START Data shown
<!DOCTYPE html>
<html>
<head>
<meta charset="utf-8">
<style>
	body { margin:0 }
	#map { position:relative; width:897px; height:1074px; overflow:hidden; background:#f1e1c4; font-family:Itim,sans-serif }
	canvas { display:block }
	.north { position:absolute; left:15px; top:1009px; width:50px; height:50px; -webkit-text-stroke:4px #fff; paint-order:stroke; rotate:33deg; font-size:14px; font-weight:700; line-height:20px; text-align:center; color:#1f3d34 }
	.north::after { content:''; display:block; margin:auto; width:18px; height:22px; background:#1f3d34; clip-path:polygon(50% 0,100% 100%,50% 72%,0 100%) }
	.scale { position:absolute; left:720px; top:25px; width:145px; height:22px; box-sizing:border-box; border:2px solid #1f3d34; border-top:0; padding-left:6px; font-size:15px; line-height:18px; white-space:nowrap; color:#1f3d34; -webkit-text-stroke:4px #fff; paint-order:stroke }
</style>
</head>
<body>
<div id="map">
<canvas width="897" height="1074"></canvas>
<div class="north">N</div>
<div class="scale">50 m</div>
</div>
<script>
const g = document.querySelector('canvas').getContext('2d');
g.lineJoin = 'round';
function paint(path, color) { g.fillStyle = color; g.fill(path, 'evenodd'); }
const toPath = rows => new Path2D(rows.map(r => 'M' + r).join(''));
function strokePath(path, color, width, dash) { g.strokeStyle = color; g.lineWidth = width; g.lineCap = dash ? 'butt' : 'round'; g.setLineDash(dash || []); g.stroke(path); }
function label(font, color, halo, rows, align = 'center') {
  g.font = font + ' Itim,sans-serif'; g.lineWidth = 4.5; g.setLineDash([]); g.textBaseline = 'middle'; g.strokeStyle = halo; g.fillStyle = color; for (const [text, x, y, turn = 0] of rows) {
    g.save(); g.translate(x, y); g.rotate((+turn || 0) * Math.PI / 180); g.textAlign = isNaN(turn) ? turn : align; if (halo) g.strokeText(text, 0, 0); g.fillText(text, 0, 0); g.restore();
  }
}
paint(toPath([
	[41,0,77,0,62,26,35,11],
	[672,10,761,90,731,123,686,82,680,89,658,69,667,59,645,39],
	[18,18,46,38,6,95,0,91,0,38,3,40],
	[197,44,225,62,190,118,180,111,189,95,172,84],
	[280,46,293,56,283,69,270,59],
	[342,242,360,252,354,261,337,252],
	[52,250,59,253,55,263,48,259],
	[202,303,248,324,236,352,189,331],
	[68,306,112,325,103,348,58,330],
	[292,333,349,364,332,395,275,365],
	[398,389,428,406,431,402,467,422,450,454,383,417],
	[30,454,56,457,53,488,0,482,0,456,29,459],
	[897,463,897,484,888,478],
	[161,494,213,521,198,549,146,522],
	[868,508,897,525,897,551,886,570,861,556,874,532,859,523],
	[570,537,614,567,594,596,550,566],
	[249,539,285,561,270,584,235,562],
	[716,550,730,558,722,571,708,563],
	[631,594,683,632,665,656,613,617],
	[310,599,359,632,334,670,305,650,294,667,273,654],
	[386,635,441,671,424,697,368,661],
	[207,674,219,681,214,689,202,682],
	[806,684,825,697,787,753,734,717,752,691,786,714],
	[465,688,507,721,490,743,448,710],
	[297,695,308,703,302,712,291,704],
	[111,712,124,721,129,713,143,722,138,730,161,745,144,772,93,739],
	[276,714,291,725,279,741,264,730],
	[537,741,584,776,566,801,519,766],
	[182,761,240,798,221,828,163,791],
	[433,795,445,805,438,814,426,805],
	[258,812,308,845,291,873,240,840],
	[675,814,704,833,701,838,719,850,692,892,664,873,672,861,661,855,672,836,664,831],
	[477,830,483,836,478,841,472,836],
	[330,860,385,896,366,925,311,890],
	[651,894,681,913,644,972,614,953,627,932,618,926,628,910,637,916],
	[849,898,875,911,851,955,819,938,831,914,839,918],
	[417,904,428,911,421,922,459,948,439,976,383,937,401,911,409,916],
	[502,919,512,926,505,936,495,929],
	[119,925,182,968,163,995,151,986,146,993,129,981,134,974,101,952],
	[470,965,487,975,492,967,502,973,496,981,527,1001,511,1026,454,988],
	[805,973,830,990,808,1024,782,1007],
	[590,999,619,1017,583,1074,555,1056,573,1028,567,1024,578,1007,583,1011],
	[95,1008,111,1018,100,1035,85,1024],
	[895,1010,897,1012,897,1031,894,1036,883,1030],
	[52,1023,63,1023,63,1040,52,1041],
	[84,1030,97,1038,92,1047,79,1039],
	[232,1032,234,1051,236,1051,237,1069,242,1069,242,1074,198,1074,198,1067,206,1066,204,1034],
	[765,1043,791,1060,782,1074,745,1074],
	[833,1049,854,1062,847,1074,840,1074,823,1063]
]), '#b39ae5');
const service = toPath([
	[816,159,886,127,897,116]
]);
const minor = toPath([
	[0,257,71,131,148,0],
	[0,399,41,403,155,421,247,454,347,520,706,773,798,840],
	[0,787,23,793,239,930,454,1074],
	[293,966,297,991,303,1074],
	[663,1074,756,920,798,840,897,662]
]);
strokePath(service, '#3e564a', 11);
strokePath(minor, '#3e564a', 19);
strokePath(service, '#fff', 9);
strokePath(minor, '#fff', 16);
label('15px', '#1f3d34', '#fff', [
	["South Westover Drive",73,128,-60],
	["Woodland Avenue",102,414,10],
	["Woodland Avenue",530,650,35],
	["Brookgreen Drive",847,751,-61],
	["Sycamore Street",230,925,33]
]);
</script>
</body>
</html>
END Data shown
- [Task to carry out] A line belongs in the answer if it contains the word "fillStyle"; please copy each such line from the material.

- [Expected answer]
function paint(path, color) { g.fillStyle = color; g.fill(path, 'evenodd'); }
  g.font = font + ' Itim,sans-serif'; g.lineWidth = 4.5; g.setLineDash([]); g.textBaseline = 'middle'; g.strokeStyle = halo; g.fillStyle = color; for (const [text, x, y, turn = 0] of rows) {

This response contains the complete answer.